Про Ирэну и Сен – Жермена все как будто забыли, а они, полюбовавшись ещё немного на то, как люди лезли на стены, срывая воображаемые плоды, на их пустые кулаки, сжимающие добычу и рты, с аппетитом пережёвывающие пустоту, вышли незамеченными из кафе.
- Да-а, фантазия у тебя работает на «отлично», ты за ней в карман не лезешь, - похвалил Сен – Жермен, - теперь надо звякнуть из ближайшего телефона – автомата в милицию, сообщить, что в кафе «Салют» веселится вооружёная банда, и больше нам в этом сибирском городе делать нечего.

Газеты на следующий день написали о странном случае, произошедшем в кафе «Салют», когда веселящиеся в кафе вооружённые до зубов бандиты с распростёртыми объятиями встретили прибывший туда по сигналу наряд милиции. Они, пребывая в какой-то странной эйфории, доверчиво, с радостными детскими улыбками сдали своё оружие и наперебой приглашали стражей порядка выпить с ними на брудершафт и закусить свежими огурчиками. Огурчиков, правда, никто кроме них самих не видел, и эксперты сделали заключение, что налицо случай массового самогипноза.


       
       ЛЕСНОЕ ОЗЕРО

Чёрная гладь воды круглого лесного озера, как блестящий излом антрацита, стояла, не тревожимся ничем. Расположенное на дне глубокой котловины, отороченное по бокам пушистым мехом ельника, сверху озеро было покрыто безбрежным куполом неба, на котором высыпали звёзды. Алмазные броши созвездий на чёрном бархате неба сияли, как напоказ. Наискось через всё ночное пространство клубился Млечный Путь со своими неисчислимыми звёздами, звёздочками и целыми облаками светящихся точек, туманностей и звёздной пыли.

- Ригель, Бетельгейзе, Алголь, Кассиопея, Альтаир, Арктур, Сириус, Фомальгаут. Неземные названия неземных миров. Ни в одном языке мира не могли они родиться. Эти названия пришли к нам оттуда. Их названия принесли человечеству пришельцы. Слышишь гортанную чёткость этих слов? Это – музыка космоса, общее наречие разных созвездий, которые дружны между собой и подчиняются Общему Закону Космоса, но они разные, как различны люди на Земле. Да, земляне – потомки разных небесных рас, с разных планет, разных созвездий. И потому им так тяжело жить вместе, но в этом есть высший смысл, который ты тоже постигнешь.

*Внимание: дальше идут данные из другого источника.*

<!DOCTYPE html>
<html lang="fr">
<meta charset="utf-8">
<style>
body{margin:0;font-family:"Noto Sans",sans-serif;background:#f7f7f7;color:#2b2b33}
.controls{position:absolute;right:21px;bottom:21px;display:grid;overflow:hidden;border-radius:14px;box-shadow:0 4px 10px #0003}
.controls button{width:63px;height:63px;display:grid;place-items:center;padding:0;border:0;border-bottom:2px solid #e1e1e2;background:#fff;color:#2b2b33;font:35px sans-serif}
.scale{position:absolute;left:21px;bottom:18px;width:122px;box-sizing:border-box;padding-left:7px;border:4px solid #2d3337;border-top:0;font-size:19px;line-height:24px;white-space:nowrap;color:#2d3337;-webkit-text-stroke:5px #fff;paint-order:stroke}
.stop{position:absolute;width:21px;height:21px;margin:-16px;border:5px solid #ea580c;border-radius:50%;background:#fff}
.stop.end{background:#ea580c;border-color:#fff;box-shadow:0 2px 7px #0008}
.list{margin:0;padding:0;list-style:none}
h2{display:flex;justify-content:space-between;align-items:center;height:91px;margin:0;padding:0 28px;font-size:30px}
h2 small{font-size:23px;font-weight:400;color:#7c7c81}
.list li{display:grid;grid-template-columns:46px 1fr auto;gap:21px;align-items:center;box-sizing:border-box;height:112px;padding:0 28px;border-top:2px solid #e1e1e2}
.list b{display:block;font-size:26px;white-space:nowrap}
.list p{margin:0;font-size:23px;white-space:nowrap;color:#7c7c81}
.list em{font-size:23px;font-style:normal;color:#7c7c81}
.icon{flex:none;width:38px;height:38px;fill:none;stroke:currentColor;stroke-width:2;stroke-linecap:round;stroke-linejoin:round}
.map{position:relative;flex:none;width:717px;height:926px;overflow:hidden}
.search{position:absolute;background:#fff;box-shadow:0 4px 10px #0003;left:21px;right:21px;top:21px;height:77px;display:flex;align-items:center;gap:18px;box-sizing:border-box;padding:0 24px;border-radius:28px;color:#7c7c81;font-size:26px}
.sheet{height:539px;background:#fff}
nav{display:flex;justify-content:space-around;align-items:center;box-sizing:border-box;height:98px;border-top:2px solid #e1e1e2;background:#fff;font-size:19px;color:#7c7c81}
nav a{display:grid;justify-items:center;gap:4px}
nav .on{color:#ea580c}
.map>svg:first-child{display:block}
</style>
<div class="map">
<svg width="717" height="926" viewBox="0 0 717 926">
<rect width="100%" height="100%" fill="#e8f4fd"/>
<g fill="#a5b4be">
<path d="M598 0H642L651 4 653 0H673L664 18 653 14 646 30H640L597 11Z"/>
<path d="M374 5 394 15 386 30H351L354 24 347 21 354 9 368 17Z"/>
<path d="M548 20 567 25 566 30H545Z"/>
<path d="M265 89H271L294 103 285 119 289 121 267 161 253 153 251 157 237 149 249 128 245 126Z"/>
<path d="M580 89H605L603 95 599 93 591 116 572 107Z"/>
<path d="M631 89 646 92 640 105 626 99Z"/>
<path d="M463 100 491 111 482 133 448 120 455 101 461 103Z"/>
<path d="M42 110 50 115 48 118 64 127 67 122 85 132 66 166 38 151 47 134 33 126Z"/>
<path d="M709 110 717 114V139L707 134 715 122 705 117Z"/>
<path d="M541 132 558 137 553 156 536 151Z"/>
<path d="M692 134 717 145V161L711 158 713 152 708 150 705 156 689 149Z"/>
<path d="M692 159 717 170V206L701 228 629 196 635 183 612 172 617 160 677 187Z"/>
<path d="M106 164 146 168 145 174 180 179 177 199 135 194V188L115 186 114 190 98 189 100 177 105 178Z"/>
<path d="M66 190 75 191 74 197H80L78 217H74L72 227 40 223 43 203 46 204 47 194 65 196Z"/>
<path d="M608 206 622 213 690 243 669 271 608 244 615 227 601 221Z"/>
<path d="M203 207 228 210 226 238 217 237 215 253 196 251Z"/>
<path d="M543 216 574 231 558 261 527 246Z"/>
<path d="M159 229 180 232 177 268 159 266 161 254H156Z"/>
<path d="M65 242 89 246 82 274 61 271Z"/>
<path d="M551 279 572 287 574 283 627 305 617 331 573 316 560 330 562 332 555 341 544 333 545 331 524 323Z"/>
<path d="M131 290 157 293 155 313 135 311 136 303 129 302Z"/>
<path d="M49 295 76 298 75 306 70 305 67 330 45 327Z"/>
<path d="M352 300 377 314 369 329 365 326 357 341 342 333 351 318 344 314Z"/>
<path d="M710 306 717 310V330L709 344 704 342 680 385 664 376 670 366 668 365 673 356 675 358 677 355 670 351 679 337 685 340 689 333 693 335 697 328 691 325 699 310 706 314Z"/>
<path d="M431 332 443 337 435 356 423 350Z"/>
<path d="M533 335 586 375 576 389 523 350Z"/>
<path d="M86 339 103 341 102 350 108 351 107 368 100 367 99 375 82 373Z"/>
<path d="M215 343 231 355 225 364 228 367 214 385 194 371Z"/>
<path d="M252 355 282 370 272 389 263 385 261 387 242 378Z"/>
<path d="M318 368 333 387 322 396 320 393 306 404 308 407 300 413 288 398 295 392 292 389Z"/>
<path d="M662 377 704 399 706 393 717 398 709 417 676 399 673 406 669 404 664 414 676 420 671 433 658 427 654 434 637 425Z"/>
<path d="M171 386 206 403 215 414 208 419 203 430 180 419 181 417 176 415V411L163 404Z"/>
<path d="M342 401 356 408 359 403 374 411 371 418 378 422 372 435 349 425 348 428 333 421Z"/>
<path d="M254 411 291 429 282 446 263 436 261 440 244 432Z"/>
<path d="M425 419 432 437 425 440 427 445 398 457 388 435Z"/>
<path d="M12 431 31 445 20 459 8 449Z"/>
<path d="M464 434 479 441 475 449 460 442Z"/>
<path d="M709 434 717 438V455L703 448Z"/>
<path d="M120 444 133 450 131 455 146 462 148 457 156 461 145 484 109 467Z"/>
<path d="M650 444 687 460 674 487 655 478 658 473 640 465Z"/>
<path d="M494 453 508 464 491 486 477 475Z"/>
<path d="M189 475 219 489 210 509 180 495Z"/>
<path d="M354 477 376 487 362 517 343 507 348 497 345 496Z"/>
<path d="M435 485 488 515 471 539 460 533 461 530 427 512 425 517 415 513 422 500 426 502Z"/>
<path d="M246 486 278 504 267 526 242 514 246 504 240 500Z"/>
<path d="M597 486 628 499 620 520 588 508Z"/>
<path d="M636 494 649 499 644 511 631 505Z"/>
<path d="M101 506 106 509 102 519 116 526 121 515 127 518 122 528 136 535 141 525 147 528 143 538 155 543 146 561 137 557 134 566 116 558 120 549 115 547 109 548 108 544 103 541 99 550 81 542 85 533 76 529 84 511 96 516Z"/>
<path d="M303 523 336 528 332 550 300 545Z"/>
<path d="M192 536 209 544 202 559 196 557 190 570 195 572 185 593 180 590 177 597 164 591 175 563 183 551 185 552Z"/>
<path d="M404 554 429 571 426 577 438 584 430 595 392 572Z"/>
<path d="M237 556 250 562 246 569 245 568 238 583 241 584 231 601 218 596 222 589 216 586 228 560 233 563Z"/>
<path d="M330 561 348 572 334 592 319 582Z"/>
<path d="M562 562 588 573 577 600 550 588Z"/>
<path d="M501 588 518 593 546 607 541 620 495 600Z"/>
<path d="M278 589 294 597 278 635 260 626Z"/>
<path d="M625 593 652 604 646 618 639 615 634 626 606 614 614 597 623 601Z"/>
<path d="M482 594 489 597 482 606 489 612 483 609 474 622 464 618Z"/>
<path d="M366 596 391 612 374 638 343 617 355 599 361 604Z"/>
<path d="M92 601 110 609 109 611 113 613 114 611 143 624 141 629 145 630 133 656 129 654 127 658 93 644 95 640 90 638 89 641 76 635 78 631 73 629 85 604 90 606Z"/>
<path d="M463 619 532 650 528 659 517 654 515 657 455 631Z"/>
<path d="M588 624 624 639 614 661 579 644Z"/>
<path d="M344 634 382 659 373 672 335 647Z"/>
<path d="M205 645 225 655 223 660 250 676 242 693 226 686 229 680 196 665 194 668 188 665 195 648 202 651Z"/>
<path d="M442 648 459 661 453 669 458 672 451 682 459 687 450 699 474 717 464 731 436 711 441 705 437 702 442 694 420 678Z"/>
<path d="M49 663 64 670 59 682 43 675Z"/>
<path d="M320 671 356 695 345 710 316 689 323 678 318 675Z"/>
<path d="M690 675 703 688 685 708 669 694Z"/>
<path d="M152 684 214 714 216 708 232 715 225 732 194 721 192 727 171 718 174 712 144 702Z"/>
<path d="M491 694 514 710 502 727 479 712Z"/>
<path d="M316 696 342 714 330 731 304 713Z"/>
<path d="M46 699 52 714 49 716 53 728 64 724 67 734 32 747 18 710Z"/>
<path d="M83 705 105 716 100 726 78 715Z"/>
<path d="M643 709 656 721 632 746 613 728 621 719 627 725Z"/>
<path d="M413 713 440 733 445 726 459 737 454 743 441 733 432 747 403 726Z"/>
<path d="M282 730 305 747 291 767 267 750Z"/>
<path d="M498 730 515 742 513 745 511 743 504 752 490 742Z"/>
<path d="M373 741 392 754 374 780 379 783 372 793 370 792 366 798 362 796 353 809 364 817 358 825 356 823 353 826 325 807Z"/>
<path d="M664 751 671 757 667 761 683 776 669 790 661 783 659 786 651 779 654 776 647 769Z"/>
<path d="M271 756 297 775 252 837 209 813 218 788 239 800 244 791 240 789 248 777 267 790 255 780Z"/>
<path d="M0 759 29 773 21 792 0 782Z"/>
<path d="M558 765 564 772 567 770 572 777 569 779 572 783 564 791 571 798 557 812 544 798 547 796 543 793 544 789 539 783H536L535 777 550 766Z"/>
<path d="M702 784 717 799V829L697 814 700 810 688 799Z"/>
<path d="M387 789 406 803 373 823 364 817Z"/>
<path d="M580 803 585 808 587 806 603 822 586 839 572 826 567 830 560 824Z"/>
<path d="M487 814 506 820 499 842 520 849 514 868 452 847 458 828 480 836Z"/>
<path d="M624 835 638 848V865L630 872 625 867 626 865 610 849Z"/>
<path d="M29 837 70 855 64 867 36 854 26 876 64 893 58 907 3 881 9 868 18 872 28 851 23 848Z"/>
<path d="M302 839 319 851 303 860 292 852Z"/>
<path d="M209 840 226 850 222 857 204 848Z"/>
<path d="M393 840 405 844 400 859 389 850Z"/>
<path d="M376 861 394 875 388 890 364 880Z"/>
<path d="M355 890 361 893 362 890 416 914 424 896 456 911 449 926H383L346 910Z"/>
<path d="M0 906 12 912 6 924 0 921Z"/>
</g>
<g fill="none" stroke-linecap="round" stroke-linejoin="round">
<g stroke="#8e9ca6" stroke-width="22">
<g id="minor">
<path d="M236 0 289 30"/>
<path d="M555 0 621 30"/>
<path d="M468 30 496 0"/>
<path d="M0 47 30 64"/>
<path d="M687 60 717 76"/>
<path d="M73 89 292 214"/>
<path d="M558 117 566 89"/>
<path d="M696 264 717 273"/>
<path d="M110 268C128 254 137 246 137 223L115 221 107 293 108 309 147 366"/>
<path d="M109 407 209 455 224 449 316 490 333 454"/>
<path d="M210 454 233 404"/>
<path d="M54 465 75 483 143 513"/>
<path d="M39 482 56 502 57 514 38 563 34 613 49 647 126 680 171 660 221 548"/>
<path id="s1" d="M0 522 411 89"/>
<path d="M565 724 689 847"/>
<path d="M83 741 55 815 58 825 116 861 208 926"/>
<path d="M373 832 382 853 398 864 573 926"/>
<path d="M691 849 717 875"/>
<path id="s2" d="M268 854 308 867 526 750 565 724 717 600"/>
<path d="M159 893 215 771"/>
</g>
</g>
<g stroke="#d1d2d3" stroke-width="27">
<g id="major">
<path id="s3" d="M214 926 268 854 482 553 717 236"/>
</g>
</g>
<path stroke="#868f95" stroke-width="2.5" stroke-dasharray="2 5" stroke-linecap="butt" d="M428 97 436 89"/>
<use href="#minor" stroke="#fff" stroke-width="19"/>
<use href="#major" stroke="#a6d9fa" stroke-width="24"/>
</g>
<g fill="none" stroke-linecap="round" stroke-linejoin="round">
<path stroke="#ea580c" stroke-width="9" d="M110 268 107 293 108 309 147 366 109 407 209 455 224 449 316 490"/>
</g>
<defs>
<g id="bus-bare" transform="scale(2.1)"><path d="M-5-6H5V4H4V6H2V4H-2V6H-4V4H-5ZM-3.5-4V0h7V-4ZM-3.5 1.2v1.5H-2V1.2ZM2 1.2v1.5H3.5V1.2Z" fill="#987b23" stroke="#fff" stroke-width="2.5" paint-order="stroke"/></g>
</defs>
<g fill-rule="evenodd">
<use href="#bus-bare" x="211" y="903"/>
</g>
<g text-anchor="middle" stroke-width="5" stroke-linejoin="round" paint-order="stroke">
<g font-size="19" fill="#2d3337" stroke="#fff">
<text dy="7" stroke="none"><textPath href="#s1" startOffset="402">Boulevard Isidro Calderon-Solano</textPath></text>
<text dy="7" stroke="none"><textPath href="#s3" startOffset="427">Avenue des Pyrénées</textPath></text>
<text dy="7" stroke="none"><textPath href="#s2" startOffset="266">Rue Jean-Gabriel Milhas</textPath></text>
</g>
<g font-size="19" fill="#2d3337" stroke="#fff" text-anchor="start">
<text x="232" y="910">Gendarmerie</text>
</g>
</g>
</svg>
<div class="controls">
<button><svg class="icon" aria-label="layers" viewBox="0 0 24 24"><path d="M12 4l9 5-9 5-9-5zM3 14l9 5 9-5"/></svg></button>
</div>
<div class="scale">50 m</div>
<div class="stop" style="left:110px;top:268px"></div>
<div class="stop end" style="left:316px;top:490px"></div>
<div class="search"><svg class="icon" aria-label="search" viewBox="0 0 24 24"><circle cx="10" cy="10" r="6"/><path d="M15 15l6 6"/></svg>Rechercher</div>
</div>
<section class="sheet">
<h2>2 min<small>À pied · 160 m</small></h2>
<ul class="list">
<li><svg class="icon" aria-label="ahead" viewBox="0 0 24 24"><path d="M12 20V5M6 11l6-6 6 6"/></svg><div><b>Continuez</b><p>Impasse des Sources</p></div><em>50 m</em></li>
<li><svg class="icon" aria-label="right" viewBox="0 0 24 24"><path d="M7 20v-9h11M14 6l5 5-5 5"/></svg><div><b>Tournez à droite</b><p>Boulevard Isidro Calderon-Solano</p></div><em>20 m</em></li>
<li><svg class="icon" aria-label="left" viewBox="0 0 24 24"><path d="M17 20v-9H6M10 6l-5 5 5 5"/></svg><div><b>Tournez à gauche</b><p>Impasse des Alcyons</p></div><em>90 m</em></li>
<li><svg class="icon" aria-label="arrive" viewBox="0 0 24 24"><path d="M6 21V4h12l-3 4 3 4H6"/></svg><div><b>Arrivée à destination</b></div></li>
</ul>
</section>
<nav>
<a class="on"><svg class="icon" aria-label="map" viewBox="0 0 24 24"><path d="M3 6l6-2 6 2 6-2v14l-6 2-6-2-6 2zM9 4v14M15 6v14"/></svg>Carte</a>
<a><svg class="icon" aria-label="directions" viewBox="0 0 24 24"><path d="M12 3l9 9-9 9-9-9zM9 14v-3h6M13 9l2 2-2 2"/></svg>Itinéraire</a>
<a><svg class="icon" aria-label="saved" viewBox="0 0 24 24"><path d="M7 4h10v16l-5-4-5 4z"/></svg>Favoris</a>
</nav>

- Ах, я устала, Серёжа. Тяжкий груз последних впечатлений придавил меня. Я очень, очень устала… Ты говоришь – мы с разных планет? Так может, это не пустые фантазии – то, что я, находясь на Земле – маленькая земная песчинка, всем своим существом ощущаю, что там, далеко – далеко в небе, в толще космических высот, есть сверкающий мир, который зовёт меня и манит издалека. Я всей кожей ощущаю, как он, переливаясь там, двалеке, посылает мне свои лучики и блики, колышется, дышит… Он тёплый и нежный. Я была там когда-то. Я смутно помню блаженство и негу ласковых волн. Я помню свободу и одиночество, которых мне так не хватает здесь, на Земле. Я хочу туда, я хочу отдохнуть. Серёжа, где это?! Это – Созвездие Рыб, да?

- Да, твоя родина – Созвездие Рыбы. Ты помнишь, твоя память сильна. Эх, я должен был предвидеть, что тебе будет нелегко вынести такой обвал нового знания. Это несколько нарушает наши планы. Скоро сюда прибудет Агасфер, и мы вместе обсудим, как нам быть дальше. По моему плану, одобренному Советом Учителей, ты должна была прибыть в моём сопровождении в страну Света – Шамбалу. Там нас уже ждут, и там тебя ждут новые знания и откровения. Учителя с нетерпением ожидают появления каждого нового избранника, ведь избранные редко появляются на Земле. Последней до тебя там была женщина по имени Елена. Ах, как она любила пить кофе на свежем воздухе. Доставать чашку кофе из ниоткуда, а правильнее сказать – из предметной матрицы Земли, она научилась в совершенстве. Ох, и озорница была – любила демонстрировать, как материализуются и падают с потолка живые розы в росе. Правда, видели это только самые близкие Леночки, но и те не верили своим глазам.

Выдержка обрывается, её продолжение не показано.